**DATASET CONTENT:**
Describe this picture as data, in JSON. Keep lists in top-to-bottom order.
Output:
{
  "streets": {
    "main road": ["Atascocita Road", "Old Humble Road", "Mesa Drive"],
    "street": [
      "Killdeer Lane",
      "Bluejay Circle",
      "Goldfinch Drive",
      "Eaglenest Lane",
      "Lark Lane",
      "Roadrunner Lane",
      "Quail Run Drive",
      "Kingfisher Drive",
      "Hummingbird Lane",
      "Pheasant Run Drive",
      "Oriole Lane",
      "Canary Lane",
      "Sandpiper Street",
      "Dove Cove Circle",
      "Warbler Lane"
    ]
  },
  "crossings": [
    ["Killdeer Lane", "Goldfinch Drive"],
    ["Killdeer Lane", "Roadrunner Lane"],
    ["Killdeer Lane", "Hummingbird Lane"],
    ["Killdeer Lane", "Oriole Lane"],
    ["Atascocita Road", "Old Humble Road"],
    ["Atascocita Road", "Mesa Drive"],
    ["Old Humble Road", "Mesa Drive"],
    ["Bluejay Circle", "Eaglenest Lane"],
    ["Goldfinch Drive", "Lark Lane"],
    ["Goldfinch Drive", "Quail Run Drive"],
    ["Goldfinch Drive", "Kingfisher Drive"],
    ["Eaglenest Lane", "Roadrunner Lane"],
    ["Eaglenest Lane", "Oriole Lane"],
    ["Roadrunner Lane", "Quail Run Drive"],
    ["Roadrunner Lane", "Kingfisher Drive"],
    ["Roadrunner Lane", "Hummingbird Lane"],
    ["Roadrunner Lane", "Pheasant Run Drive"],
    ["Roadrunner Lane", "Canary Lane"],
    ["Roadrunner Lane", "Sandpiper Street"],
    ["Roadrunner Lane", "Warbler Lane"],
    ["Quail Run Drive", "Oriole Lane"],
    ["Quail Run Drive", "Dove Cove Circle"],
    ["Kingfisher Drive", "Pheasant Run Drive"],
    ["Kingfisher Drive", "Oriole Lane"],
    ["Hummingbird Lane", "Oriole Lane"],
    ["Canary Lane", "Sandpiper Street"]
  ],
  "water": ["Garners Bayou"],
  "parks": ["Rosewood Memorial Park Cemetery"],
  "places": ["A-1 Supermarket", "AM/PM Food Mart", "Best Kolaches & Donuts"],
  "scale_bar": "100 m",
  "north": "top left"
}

**WHAT THE TASK ASKS:**
Retrieve all lines from the data that contain the string "Atascocita".

**EXERCISE RESPONSE:**
    "main road": ["Atascocita Road", "Old Humble Road", "Mesa Drive"],
    ["Atascocita Road", "Old Humble Road"],
    ["Atascocita Road", "Mesa Drive"],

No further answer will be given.